The Gourdou-Leseurre GL-832 HY was a 1930s French light shipboard reconnaissance floatplane designed and built by Gourdou-Leseurre for the French Navy.

==Development==
In 1930 the French Navy issued a requirement for a light coastal patrol seaplane mainly for use in the French colonies. Gourdou-Leseurre built and designed a prototype GL-831 HY which was a modification of the companies earlier GL-830 HY with a smaller Hispano-Suiza radial engine. The GL-831 HY first flew on 23 December 1931. In 1933 the French Navy ordered 22 aircraft designated GL-832 HY, this had a less powerful engine than the prototype. The GL-832 HY was a metal construction low-wing monoplane with fabric covered wings and twin floats. The aircraft had a large wing to take the stresses of a catapult launch, the wings also folded to allow stowage on board a ship. Unusually the braced-horizontal tailplane was attached to the underside of the rear fuselage. Two open cockpits in tandem were provided for the two crew, each cockpit having a windscreen. The first production aircraft flew on 17 December 1934 and the last on 12 February 1936.

==Operational history==
The French Navy used the GL-832 HY on second-line cruisers like the Emile Bertin and Primauguet and on smaller colonial sloops. The smaller sloops did not have a catapult and the aircraft were lowered into the sea using a crane.
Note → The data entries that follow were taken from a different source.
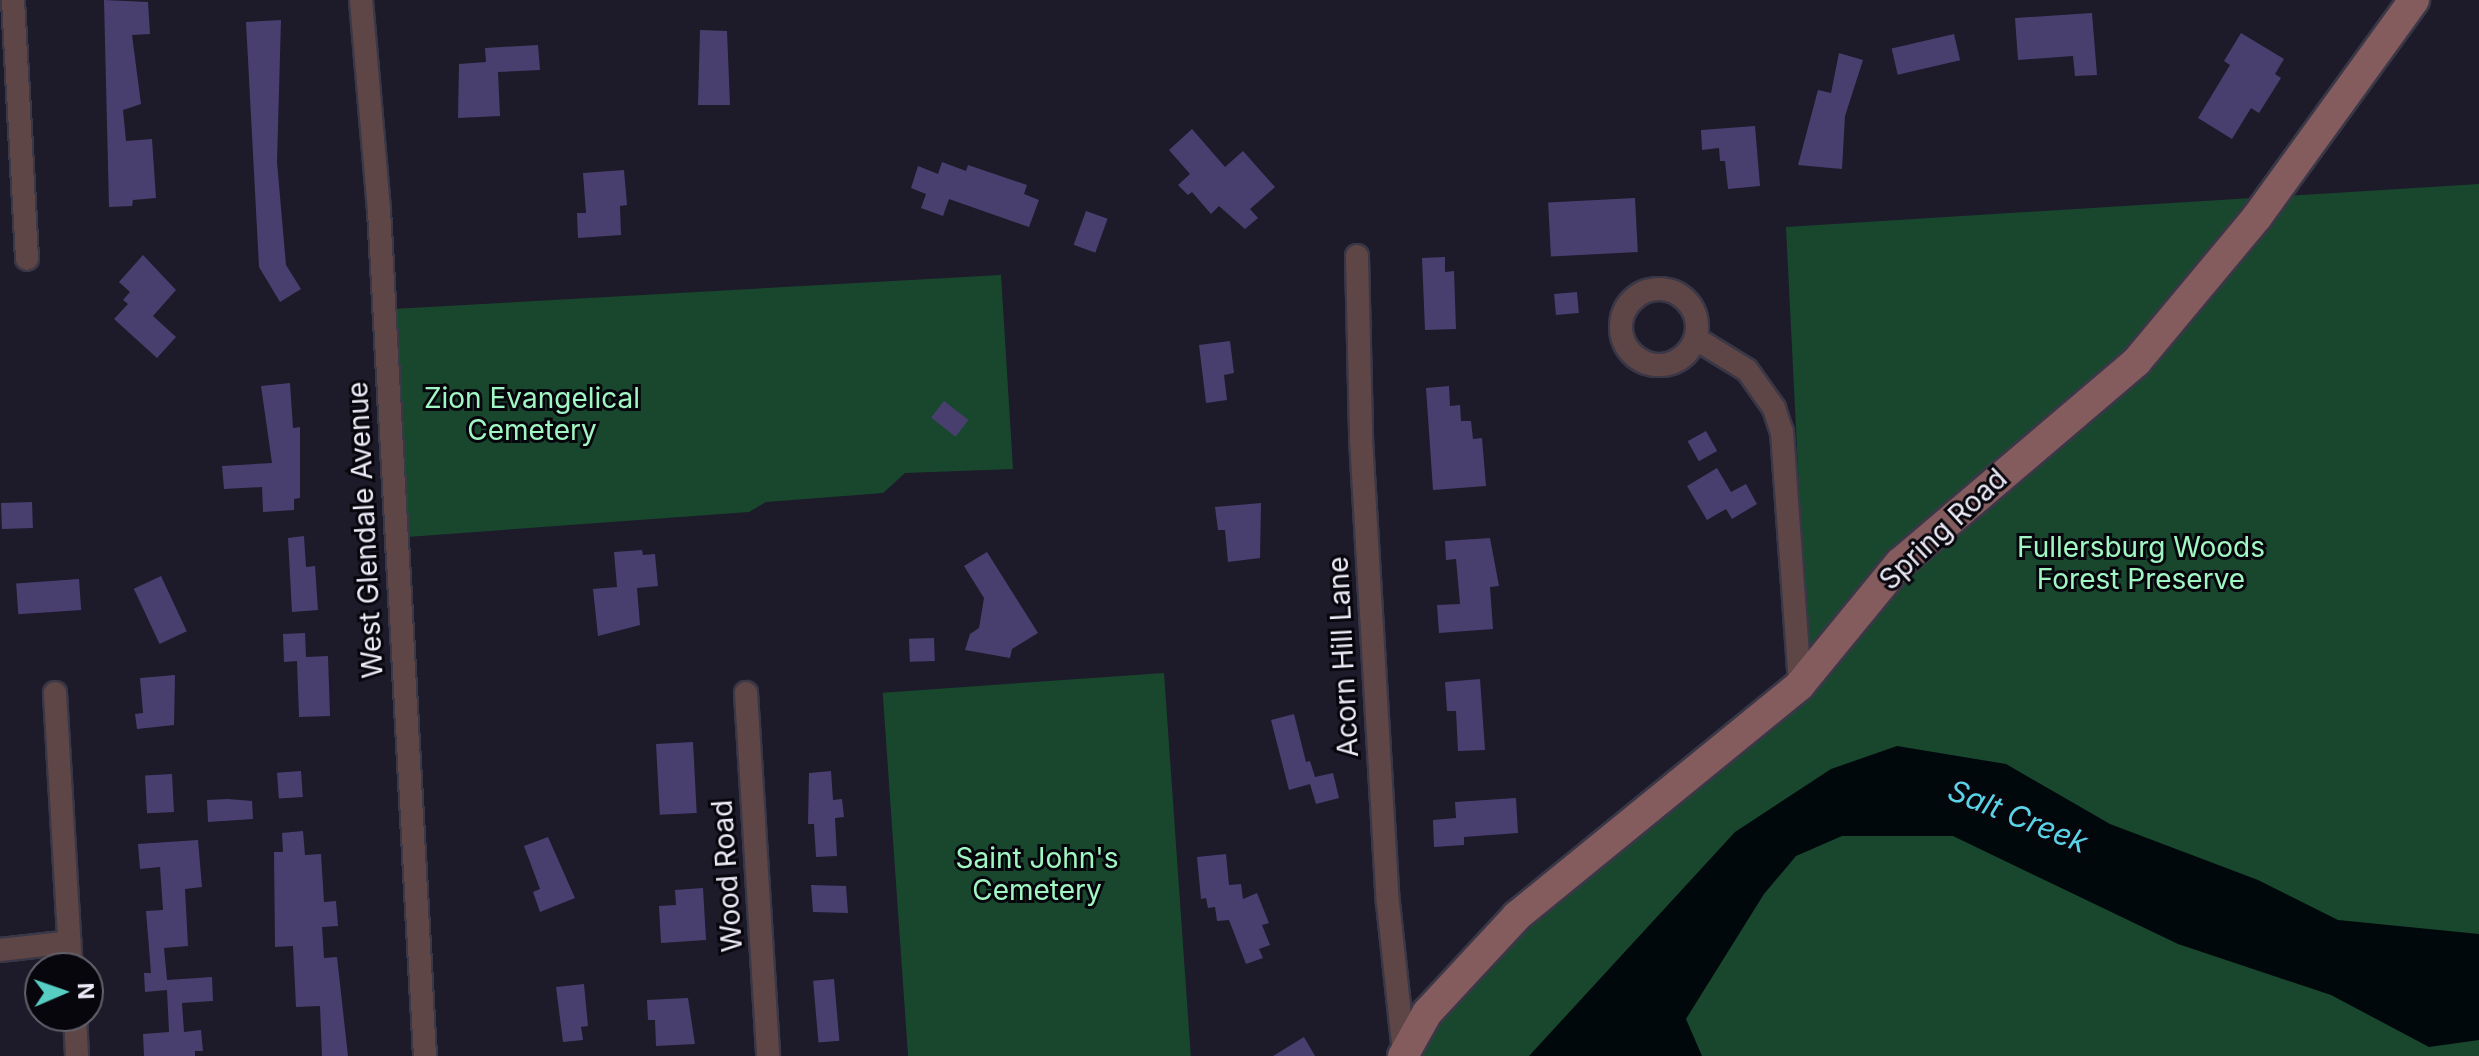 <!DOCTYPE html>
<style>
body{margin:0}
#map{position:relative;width:2479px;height:1056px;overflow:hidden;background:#1d1a2a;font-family:Inter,sans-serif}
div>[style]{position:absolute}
.green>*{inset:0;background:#18472e;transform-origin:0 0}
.water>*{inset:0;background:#00080b}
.building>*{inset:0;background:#493f6f;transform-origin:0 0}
.roads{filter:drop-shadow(2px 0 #3a3747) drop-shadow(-2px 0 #3a3747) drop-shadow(0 2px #3a3747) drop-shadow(0 -2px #3a3747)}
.street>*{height:22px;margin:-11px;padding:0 11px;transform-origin:11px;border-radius:11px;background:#5f4646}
.street>.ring{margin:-11px;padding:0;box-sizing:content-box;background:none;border:22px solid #5f4646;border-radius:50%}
.secondary>*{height:30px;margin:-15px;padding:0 15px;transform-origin:15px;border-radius:15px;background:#855c5e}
span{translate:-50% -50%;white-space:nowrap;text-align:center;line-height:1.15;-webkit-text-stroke:6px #07060d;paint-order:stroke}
.park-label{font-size:28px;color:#a1f7c3}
.street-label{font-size:28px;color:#edebf7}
.water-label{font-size:30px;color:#5bd3e6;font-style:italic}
.north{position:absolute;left:24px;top:952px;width:80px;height:80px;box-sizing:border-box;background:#07060d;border:2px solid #63626b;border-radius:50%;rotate:88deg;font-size:22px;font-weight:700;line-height:32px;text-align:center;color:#edebf7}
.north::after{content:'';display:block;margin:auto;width:28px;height:36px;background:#56cec3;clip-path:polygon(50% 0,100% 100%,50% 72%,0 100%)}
</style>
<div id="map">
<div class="green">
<div style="clip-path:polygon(2479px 184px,2479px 1056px,1408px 1056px,1513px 929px,1809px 690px,1786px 227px)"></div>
<div style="clip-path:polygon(1001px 275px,1013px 469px,905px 473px,883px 493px,766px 502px,749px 512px,407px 537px,393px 309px)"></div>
<div style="left:1164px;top:673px;width:384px;height:282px;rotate:86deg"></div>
</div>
<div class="water">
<div style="clip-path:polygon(1897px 746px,2006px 764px,2110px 824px,2258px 880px,2338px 920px,2479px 934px,2479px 1040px,2429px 1047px,2331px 995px,2178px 944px,1953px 836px,1842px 836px,1796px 856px,1764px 894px,1686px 1019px,1702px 1056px,1529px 1056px,1735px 832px,1831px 769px)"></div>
</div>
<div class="building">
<div style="clip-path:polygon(104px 0,148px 2px,150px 34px,132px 35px,141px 104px,123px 110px,126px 141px,152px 139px,156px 198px,133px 200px,132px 206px,109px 207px)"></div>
<div style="clip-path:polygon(2092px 13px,2097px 75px,2075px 76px,2073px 56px,2018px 60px,2015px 18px)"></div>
<div style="clip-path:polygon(281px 20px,277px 162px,286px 265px,301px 289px,280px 302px,259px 267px,246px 22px)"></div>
<div style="clip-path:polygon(700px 30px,727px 31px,730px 105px,698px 105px)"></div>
<div style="clip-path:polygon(2241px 33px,2284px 59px,2275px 74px,2281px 78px,2259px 113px,2251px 108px,2232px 139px,2198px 118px,2230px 65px,2224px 61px)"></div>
<div style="left:1954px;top:34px;width:27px;height:64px;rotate:77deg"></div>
<div style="clip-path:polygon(538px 45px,540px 70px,498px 72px,500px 116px,458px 118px,459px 64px,486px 62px,485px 48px)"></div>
<div style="clip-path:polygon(1839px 53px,1863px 60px,1845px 116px,1842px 169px,1798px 165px,1818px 90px,1831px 93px)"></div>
<div style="clip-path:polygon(1755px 126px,1760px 186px,1728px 189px,1725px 161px,1720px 161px,1719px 148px,1702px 150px,1701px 130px)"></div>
<div style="clip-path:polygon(1192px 129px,1225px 167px,1243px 151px,1275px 187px,1250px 209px,1258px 218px,1245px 229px,1219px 206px,1211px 214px,1192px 192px,1188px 195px,1178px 185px,1190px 174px,1169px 150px)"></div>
<div style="clip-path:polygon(942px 162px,966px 171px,968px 165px,1027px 185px,1024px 194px,1039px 200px,1029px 227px,949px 199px,943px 216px,921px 208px,926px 194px,911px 188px,918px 166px,938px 174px)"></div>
<div style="clip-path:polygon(624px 170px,627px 205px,620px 206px,621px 235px,578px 238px,577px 213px,586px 213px,583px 173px)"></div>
<div style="left:1635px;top:198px;width:54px;height:87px;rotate:87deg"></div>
<div style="left:1086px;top:211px;width:23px;height:36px;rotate:20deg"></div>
<div style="clip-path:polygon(143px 255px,176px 290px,153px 316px,176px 337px,157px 358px,114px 319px,128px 304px,123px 300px,130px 292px,119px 282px)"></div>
<div style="clip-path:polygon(1445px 257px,1445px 272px,1454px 271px,1456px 329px,1425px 330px,1422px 258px)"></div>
<div style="left:1577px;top:292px;width:21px;height:23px;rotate:85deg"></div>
<div style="clip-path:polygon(1230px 341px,1234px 373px,1224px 375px,1227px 400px,1206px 403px,1199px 345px)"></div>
<div style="clip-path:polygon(290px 383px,293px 428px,300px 427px,300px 498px,294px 499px,294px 510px,263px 512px,262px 487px,224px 489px,222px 466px,272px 463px,261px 386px)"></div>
<div style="clip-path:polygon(1449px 386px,1450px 406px,1460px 405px,1461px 421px,1471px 421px,1473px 439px,1482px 438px,1486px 486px,1433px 490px,1426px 388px)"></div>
<div style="left:944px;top:401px;width:31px;height:21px;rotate:38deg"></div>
<div style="left:1706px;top:431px;width:23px;height:21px;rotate:61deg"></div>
<div style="clip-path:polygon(1717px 468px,1731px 492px,1746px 484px,1757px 504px,1732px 519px,1726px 509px,1707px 520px,1687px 486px)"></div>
<div style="left:32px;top:502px;width:26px;height:31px;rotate:88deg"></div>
<div style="clip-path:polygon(1261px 503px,1260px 558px,1228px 562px,1225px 530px,1218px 530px,1215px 507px)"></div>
<div style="clip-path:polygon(304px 536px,306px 567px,315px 566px,318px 610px,292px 612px,288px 538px)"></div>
<div style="clip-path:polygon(1490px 538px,1499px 586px,1490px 587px,1493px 629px,1439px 633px,1437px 605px,1460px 604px,1456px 559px,1446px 560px,1445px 541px)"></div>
<div style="clip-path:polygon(642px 550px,643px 555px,655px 554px,658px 586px,637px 588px,640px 625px,598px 636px,593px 589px,617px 587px,614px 552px)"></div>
<div style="clip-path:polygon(987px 552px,1038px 633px,1012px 649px,1010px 658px,965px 650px,970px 634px,979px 628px,984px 598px,964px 566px)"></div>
<div style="left:161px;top:576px;width:61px;height:30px;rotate:65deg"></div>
<div style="left:79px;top:579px;width:31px;height:63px;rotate:86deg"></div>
<div style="clip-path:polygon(305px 633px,306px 657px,328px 656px,330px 716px,299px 717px,297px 661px,284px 662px,283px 634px)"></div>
<div style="left:934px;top:638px;width:23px;height:25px;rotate:88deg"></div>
<div style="clip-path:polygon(175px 675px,174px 725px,137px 729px,135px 714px,143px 713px,140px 678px)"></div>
<div style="clip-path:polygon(1480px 679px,1485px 750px,1458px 751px,1456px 711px,1447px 711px,1445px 682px)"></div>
<div style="clip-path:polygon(1294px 714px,1306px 762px,1310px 761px,1315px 777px,1333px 773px,1339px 798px,1316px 804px,1310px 784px,1289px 790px,1271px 720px)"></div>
<div style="left:693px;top:742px;width:71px;height:37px;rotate:87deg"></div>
<div style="left:301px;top:771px;width:26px;height:24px;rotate:86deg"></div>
<div style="clip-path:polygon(831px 771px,833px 800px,842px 799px,844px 817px,835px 818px,837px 856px,816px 857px,814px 824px,808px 824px,809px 773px)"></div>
<div style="left:172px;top:774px;width:38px;height:27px;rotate:87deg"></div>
<div style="clip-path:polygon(1516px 798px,1518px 833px,1464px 837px,1464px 845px,1434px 847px,1433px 820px,1456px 818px,1455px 802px)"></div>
<div style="clip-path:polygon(228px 799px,252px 801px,253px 819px,208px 822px,207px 800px)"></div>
<div style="clip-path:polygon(303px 831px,305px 855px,321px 854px,324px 902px,336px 901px,338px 926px,322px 927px,324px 958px,337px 957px,348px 1056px,322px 1056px,320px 1006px,296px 1007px,293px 946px,275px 947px,274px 852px,283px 852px,282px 833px)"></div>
<div style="clip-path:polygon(548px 837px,575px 898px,540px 912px,533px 892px,540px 889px,524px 846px)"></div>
<div style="clip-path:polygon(198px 840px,202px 887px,185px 889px,188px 946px,164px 948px,167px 980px,212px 977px,213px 1001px,182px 1003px,184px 1032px,201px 1030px,203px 1051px,195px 1051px,195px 1056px,144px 1056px,143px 1034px,169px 1032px,167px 990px,145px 992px,144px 973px,151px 973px,146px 911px,163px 910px,160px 867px,140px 869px,138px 844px)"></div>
<div style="clip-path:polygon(1226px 854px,1229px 885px,1241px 884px,1243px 899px,1257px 893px,1269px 923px,1262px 925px,1270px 945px,1259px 949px,1263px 958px,1246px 964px,1229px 920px,1217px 921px,1215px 907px,1208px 908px,1206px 898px,1201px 899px,1197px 857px)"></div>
<div style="clip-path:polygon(811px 885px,846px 886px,848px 913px,813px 912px)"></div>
<div style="clip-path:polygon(703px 888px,706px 940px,661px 943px,659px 906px,676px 905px,675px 890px)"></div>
<div style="left:834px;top:979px;width:62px;height:21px;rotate:85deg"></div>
<div style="clip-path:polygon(584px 984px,588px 1026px,581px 1027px,583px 1040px,563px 1042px,556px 987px)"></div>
<div style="clip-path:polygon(688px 998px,695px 1044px,656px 1046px,655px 1020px,648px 1020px,647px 1000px)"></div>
<div style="clip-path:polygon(1304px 1037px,1315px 1056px,1273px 1056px)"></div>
</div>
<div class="roads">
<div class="street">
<div style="left:13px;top:0;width:259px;rotate:86.9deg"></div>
<div style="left:361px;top:0;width:211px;rotate:85.1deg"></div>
<div style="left:379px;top:210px;width:847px;rotate:86.89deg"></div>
<div style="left:1357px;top:256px;width:183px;rotate:88.7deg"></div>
<div style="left:1361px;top:439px;width:465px;rotate:86.7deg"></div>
<div style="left:1388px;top:903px;width:151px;rotate:83.9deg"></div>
<div class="ring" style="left:1621px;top:289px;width:54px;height:54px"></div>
<div style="left:1698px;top:340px;width:57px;rotate:31.5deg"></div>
<div style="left:1747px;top:370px;width:47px;rotate:54.6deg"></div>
<div style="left:1774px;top:408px;width:25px;rotate:72deg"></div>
<div style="left:1782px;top:432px;width:254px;rotate:85.9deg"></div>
<div style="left:55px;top:693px;width:275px;rotate:86.7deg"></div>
<div style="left:746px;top:693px;width:364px;rotate:86.5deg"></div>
<div style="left:0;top:950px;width:70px;rotate:-6.5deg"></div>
<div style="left:75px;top:1016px;width:40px;rotate:87.1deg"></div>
</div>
<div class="secondary">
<div style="left:1403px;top:1056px;width:49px;rotate:-60.8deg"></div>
<div style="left:1427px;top:1013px;width:132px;rotate:-47.1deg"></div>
<div style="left:1517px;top:916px;width:365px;rotate:-39.2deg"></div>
<div style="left:1800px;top:685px;width:158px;rotate:-50.7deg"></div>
<div style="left:1900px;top:563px;width:311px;rotate:-40.4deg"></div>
<div style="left:2137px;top:361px;width:187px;rotate:-50.2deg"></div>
<div style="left:2257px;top:217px;width:268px;rotate:-54.1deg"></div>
</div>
</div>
<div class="park-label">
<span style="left:532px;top:414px">Zion Evangelical<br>Cemetery</span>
<span style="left:2141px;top:563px">Fullersburg Woods<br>Forest Preserve</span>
<span style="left:1037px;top:874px">Saint John's<br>Cemetery</span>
</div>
<div class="street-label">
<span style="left:1943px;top:529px;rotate:-43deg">Spring Road</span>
<span style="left:365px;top:530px;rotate:-93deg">West Glendale Avenue</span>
<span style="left:1343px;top:657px;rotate:-93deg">Acorn Hill Lane</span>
<span style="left:727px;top:876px;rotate:-94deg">Wood Road</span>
</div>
<div class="water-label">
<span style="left:2018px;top:816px;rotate:22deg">Salt Creek</span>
</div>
<div class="north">N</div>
</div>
The aircraft were still operational at the start of the Second World War and were not retired until 1941.

==Variants==
- GL-830 HY
Prototype with one 350hp (261 kW) Hispano-Suiza 9Qdr radial engine, one built.
- GL-831 HY
Prototype with one 250 hp (186 kW) Hispano-Suiza 9Qa radial engine, one built.
- GL-832 HY
Production version with one 230 hp (171 kW) Hispano-Suiza 9Qb radial engine, 22 built.